The pattern of continuing visitation persisted into Soviet times. In 1930, when poet Osip Mandelstam was at a hinge point in his creative life, he too undertook a trip to Armenia - and both Lermontov and Mandelstam loom in Grossman's thoughts and lend his Armenian writings a haunted note.
After two months spent in Yerevan and the surrounding villages and landscapes, Grossman, his translating labours done, felt compelled to write his impressions from the journey down. Hence this brief, touching narrative, An Armenian Sketchbook,(*) which serves as a quiet pendant to his novels, stories and war reports. It is a journal of reflection and self-examination, of observations and explorations - a travel sketchbook in the true sense of the word.
It appeared in Russian for the first time, heavily expurgated, soon after his death in 1964. A full text could be published only during the perestroika era of dawning free expression, in 1988.
There were good reasons for the delay, ideological, of course, but tonal as well. Few books as sweetly intimate and delicate have found their way into print; the "sketchbook" is a sketch of its author's feelings, so plainly described it makes the official writing of the Soviet era seem like a tidal wave of posturing and pose. In its pages Grossman is at once wide-eyed traveller, inquiring portraitist and philosophic writer staring his own death down.
He begins with a bang: with Stalin, the dictator who stands at the heart of Life and Fate and who, even in eclipse, seemed in those days to dominate all the Soviet realm. A Stalin statue, vast, majestic, still rose over the cityscape of Yerevan.

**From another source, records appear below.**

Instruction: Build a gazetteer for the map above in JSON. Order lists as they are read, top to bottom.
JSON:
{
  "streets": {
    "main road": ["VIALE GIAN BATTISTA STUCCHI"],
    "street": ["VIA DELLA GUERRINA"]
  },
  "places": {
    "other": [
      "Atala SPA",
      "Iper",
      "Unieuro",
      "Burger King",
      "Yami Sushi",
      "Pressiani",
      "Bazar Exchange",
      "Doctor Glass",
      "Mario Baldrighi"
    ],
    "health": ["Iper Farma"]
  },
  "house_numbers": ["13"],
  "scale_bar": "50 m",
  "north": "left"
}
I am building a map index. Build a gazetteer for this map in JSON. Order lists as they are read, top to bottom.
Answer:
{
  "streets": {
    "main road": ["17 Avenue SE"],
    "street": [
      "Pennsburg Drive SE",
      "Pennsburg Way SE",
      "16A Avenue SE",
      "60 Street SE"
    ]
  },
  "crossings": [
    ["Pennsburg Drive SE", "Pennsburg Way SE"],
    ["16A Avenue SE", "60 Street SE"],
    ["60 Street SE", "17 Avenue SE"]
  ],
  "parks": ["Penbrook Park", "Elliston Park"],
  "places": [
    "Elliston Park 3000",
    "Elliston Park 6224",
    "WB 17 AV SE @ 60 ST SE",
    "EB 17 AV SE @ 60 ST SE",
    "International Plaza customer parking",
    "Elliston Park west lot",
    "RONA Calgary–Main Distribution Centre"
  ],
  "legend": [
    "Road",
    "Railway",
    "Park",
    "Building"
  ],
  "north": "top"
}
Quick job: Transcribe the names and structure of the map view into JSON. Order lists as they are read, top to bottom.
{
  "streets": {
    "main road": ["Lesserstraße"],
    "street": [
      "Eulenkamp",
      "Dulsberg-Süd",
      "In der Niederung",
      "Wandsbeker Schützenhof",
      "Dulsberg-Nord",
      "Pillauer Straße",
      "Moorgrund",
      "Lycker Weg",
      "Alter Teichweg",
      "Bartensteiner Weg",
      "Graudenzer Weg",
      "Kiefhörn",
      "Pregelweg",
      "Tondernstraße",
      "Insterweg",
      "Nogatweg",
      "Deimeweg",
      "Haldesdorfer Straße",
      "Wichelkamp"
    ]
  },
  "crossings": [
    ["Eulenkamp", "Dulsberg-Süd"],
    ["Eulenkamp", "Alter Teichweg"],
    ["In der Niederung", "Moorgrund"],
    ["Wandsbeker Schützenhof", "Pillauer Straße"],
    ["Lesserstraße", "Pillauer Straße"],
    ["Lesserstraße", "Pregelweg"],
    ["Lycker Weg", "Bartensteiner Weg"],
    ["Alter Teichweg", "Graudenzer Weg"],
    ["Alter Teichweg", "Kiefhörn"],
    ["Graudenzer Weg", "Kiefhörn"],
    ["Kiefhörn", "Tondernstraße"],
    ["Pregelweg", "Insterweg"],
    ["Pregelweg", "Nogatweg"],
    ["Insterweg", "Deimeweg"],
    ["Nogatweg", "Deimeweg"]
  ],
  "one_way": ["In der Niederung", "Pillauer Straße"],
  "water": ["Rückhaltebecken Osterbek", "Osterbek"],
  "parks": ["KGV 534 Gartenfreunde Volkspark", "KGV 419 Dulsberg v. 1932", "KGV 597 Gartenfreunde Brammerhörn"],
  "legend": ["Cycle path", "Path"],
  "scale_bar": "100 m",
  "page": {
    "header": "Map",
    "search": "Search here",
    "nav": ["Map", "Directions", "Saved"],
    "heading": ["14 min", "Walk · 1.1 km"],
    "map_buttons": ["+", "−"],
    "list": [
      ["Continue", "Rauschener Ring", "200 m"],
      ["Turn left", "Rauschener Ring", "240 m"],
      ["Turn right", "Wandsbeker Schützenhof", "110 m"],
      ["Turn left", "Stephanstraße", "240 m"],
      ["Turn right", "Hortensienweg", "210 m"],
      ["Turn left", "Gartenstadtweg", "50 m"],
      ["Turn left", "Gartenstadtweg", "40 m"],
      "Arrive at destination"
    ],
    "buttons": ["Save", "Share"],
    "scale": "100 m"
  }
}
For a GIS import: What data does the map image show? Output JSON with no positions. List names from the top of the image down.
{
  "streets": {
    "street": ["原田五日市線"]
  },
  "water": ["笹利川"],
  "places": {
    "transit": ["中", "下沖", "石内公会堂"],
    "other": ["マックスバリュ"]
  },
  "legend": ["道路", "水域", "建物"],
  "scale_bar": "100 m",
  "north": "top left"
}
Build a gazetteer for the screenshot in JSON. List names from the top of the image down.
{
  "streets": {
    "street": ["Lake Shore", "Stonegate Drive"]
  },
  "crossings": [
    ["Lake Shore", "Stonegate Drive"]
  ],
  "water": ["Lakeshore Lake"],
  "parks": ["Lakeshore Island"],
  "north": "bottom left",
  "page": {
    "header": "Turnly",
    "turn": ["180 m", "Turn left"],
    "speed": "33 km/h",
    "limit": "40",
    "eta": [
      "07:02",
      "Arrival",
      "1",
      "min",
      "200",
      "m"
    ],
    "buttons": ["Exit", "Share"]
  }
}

Stalin wears a long bronze greatcoat, and he has a forage cap on his head. One of his bronze hands is tucked beneath the lapel of his greatcoat. He strides along, and his stride is slow, smooth and weighty. It is the stride of a master, a ruler of the world; he is in no hurry. Two very different forces come together in him, and this is strange and troubling. He is the expression of a power so vast that it can belong only to God; and he is also the expression of a coarse, earthly power, the power of a soldier or government official.
This power still rules over all the world that Grossman sees; it can no longer be named so openly but it still decides who rises, who falls, what words are said and what thoughts are set in print. Its shadow is over everything, even out on the Soviet periphery.
Grossman resists, in his own fashion, in his writing. He is driven to seek out remote byways, to dwell on the tales of individuals he meets by chance, to commemorate them, to record their faces, their gestures, their ways of being. He peers into the Armenian mirror: rich, varied, strange.
I met scientists, doctors, engineers, builders, artists, journalists, party activists, and old revolutionaries. I saw the foundation, the taproot of a nation that is thousands of years old. I saw ploughmen, vintners and shepherds; I saw masons; I saw murderers, fashionable young "mods", sportsmen, earnest leftists and cunning opportunists: I saw helpless fools, army colonels and Lake Sevan fishermen.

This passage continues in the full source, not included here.